One subgenre of the action film is the martial arts film. These originated in Asia but are now made around the world. They are action films but they tend to rely on hand to hand fighting styles to entertain the audience. A range of martial arts can be employed throughout the film or one style can continue from start to finish.

There are two types of actor in the martial arts films, those who are martial arts experts first and who have taken to acting because of their skills, and those who are actors but are taught and thoroughly choreographed by professionals for the fight scenes.

Martial artists

Originally martial arts films were exported from Asian countries to the West. These starred unknown actors but were often people who were widely recognised in the martial arts world.

The first genuine martial arts star was Kwan Tak-Hing, a master in the art of Tibetan White Crane. He starred in over 100 films between the 1940s and 1960s, appearing as Wong Fei-Hung in the series of films, a character who specialised in Hung Gar. He was followed by the first prolific female martial arts actor, Yu So Chow, starring in over 170 films during a similar timeframe. Perhaps the most famous martial artists who have become known in the West for their acting roles are Bruce Lee and Jackie Chan.

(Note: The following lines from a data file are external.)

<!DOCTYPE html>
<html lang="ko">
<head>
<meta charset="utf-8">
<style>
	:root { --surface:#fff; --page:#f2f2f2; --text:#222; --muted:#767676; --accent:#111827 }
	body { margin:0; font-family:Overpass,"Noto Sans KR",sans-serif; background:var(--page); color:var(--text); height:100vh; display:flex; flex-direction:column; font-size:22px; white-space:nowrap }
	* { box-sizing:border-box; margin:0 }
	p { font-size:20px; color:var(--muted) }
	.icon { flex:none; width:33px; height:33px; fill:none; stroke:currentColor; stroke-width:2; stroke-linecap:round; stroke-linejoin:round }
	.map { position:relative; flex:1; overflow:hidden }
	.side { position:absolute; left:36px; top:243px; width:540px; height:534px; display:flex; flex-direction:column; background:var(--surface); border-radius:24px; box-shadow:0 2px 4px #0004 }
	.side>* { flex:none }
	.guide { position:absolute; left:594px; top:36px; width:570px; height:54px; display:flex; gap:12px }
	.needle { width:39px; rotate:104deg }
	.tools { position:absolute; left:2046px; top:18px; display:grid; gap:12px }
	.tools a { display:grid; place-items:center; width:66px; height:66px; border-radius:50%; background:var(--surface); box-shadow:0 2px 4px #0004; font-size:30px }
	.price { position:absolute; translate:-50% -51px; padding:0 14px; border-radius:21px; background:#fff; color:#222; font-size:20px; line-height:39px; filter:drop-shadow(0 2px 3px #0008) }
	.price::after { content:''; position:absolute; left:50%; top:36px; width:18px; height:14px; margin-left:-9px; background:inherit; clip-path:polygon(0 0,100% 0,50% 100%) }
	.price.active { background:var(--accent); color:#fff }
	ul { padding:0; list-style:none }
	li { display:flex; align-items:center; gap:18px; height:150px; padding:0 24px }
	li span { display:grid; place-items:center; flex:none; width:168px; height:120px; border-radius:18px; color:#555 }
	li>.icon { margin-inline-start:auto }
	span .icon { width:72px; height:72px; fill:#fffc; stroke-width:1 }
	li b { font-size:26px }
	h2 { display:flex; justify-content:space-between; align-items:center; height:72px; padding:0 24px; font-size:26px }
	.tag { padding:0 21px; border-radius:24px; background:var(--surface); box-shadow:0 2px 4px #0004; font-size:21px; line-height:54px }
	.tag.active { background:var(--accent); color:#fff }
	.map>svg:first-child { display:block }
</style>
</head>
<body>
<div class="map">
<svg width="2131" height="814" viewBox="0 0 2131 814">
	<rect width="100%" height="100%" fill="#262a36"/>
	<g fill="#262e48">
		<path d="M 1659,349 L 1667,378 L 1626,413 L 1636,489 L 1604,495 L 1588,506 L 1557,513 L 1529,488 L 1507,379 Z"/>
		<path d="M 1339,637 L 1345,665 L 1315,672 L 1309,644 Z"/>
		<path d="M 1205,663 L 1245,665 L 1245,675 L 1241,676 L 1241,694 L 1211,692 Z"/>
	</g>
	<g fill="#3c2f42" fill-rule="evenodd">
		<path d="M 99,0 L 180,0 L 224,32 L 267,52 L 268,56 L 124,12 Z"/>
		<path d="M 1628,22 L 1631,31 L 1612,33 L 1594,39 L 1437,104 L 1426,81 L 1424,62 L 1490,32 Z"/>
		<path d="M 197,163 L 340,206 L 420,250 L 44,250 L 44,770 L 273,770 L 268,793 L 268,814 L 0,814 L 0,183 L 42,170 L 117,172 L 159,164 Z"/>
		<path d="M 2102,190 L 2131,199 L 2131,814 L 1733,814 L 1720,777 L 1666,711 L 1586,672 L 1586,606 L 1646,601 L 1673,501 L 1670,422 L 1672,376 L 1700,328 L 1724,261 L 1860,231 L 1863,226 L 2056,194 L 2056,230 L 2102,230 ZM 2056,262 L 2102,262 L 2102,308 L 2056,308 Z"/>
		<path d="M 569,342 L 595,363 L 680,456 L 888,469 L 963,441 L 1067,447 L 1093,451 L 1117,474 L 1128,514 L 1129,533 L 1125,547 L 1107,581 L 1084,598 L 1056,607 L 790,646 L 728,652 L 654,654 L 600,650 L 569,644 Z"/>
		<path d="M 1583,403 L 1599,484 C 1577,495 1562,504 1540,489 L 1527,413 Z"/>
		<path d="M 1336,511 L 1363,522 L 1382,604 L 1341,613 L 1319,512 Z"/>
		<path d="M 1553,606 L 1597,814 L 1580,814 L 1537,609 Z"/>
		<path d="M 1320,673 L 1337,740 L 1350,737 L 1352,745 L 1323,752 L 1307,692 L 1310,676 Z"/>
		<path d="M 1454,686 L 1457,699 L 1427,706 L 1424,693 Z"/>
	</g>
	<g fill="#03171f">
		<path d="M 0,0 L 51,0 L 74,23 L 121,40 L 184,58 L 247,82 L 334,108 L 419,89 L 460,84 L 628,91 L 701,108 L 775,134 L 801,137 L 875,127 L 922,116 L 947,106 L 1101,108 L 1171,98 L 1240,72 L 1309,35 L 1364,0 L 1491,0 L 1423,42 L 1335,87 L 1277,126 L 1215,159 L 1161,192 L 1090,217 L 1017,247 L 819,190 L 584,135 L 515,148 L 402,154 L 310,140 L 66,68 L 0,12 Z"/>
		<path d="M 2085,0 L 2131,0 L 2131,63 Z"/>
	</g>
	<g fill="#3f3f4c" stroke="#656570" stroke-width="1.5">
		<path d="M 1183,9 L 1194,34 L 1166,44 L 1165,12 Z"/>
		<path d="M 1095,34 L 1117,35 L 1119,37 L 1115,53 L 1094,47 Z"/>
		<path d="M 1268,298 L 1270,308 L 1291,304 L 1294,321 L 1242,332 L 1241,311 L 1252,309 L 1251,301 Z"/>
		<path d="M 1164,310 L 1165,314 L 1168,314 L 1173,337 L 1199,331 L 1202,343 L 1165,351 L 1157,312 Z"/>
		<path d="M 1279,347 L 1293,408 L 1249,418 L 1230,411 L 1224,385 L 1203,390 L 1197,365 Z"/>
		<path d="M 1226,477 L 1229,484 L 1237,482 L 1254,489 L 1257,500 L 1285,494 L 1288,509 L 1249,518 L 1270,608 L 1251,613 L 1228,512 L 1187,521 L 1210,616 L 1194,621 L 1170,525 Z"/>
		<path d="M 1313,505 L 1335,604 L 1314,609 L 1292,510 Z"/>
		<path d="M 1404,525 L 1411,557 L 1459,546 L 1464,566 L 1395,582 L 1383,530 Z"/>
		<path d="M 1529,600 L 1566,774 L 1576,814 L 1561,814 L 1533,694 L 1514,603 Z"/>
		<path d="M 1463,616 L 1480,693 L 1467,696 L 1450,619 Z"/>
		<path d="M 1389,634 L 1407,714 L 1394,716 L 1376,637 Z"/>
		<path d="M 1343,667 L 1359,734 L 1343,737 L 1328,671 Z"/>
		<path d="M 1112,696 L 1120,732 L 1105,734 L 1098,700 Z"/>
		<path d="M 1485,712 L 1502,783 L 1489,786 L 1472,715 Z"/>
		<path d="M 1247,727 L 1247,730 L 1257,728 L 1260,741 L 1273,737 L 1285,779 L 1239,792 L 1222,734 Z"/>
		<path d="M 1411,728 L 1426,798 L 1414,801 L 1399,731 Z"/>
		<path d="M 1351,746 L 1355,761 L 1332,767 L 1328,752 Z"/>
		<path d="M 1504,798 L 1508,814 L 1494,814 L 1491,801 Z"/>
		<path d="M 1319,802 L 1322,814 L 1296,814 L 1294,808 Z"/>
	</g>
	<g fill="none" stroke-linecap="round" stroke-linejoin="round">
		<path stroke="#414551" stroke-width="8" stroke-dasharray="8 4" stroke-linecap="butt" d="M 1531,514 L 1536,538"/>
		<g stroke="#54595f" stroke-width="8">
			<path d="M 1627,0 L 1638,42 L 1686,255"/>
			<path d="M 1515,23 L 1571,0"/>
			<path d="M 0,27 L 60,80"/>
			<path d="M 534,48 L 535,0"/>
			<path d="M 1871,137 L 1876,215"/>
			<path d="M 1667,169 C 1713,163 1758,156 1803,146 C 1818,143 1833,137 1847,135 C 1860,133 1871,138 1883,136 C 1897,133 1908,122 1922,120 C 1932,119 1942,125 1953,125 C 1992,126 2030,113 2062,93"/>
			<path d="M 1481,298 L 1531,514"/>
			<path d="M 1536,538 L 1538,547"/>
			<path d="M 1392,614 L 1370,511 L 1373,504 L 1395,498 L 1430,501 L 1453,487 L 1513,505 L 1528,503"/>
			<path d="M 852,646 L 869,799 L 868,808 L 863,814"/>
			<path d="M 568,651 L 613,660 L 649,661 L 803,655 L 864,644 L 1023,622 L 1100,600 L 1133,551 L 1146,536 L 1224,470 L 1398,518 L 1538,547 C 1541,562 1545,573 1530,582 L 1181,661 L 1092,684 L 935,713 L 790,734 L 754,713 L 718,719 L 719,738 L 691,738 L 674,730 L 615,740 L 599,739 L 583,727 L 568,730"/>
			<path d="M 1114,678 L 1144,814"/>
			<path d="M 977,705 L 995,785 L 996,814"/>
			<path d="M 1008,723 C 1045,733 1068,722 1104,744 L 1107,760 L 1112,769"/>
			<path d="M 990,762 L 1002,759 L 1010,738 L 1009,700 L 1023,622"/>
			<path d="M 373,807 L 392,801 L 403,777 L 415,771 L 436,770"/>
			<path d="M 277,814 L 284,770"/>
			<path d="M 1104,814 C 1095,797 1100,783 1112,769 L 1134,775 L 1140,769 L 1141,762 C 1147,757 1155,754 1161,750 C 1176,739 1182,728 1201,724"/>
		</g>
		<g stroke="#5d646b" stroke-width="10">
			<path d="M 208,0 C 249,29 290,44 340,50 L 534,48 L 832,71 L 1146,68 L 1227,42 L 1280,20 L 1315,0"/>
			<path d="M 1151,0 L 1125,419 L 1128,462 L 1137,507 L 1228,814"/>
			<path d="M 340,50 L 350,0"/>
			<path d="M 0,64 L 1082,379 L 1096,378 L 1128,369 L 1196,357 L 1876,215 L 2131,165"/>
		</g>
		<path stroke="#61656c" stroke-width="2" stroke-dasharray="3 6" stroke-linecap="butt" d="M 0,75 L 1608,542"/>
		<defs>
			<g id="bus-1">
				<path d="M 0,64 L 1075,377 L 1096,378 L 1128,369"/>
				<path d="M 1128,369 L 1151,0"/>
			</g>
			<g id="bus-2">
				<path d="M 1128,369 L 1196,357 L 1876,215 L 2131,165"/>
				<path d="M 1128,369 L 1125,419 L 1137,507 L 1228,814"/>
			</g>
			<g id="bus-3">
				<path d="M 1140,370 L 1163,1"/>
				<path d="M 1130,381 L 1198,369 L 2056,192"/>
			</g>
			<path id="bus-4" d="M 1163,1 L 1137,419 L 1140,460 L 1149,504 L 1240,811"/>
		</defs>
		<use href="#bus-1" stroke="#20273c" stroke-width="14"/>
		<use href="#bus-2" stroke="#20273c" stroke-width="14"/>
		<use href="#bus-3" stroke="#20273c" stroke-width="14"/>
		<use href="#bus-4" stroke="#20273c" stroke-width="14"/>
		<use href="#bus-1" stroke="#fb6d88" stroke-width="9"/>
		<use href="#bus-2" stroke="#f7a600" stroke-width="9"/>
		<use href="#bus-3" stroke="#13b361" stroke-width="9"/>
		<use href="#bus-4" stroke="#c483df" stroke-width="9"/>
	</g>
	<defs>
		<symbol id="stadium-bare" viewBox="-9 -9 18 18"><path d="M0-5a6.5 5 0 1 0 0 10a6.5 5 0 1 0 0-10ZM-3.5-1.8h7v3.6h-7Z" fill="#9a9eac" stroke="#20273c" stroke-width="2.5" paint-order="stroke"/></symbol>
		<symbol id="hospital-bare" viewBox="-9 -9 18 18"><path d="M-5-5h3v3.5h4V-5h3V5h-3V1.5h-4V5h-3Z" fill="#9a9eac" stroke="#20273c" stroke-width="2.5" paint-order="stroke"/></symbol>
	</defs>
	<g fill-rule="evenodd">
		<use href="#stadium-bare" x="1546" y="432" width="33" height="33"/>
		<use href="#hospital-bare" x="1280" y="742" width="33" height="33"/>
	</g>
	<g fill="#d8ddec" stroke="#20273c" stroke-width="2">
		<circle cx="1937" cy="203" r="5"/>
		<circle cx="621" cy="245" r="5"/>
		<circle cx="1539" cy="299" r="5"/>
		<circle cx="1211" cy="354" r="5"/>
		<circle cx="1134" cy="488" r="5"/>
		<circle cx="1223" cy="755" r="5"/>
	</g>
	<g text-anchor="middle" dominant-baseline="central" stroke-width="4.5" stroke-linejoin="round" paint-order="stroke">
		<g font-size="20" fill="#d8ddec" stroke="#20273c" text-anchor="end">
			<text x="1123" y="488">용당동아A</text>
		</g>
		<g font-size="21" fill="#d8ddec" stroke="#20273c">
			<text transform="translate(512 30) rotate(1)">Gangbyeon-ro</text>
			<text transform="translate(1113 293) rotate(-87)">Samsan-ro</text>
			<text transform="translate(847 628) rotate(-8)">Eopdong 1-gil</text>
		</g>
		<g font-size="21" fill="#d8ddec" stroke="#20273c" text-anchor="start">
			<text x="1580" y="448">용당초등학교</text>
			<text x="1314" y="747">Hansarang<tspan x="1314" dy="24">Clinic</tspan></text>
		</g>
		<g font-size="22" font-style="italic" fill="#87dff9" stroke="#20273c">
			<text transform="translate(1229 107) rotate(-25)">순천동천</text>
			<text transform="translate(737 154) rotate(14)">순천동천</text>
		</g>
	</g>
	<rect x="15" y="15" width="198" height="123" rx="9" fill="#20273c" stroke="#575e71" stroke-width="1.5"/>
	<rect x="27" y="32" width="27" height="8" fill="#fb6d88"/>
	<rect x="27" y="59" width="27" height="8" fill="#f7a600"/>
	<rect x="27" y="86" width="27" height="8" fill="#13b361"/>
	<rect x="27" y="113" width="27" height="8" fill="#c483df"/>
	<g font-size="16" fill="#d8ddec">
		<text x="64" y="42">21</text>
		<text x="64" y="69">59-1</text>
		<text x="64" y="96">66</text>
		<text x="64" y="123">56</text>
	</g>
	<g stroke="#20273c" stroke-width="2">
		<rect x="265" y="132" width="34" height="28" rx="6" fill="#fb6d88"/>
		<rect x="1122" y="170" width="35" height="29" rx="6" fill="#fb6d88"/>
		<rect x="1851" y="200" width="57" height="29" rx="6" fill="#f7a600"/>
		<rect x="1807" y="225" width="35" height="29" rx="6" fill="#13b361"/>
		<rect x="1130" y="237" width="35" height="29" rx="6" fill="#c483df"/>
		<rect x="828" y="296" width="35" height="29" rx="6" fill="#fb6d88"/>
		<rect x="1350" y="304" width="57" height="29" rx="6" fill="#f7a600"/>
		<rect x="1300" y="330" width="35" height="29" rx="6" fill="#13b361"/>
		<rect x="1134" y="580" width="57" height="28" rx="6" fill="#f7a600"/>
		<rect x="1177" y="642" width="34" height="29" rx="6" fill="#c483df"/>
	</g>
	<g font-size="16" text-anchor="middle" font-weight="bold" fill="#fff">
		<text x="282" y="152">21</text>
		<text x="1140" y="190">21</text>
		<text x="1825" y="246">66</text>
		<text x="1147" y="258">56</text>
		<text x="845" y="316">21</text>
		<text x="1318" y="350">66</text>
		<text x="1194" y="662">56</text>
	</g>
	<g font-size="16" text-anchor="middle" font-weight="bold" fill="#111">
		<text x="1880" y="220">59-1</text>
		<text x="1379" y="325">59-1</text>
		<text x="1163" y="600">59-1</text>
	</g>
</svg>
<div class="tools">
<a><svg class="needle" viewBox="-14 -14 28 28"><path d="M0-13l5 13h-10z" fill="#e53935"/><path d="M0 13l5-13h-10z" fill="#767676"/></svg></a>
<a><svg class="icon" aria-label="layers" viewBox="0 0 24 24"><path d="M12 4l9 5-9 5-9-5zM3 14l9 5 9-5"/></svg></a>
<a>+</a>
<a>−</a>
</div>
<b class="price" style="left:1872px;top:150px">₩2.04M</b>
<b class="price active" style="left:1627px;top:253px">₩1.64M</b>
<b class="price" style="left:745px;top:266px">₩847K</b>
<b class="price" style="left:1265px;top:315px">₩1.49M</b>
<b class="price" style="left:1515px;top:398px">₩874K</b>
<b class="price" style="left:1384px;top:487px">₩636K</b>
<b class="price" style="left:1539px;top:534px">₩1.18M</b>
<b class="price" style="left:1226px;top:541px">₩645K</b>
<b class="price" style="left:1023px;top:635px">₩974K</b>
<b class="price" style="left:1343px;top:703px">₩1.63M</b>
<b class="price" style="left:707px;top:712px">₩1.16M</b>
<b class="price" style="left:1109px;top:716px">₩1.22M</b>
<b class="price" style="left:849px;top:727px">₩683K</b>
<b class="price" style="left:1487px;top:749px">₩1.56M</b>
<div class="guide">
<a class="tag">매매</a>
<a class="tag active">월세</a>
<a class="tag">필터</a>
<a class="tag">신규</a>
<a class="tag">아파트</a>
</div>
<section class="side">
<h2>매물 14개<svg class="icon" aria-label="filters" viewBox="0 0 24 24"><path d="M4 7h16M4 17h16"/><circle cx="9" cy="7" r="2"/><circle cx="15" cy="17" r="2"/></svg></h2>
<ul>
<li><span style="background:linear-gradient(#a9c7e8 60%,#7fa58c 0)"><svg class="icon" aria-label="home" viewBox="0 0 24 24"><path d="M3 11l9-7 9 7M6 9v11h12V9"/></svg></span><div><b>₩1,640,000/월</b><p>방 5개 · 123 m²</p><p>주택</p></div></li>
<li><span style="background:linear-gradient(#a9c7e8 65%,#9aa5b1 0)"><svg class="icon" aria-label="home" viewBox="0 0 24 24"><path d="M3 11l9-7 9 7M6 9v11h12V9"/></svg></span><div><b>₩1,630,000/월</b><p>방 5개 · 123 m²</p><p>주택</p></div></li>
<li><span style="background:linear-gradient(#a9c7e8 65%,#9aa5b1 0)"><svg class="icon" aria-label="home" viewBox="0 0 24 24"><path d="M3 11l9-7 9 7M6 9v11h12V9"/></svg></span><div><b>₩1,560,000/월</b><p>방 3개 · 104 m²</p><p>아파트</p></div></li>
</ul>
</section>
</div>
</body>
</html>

Over recent years America has started to produce films incorporating martial arts themselves. To do this they have often employed unskilled actors and trained them to perform the martial arts manoeuvres that are required of them. Sometimes this is simply choreography and the actor never really learns the art, and sometimes they are trained and acquire a level of skill whilst making the film. The most impressive example of this is Jason Scott Lee, who had no martial arts knowledge prior to his role in Dragon: The Bruce Lee Story.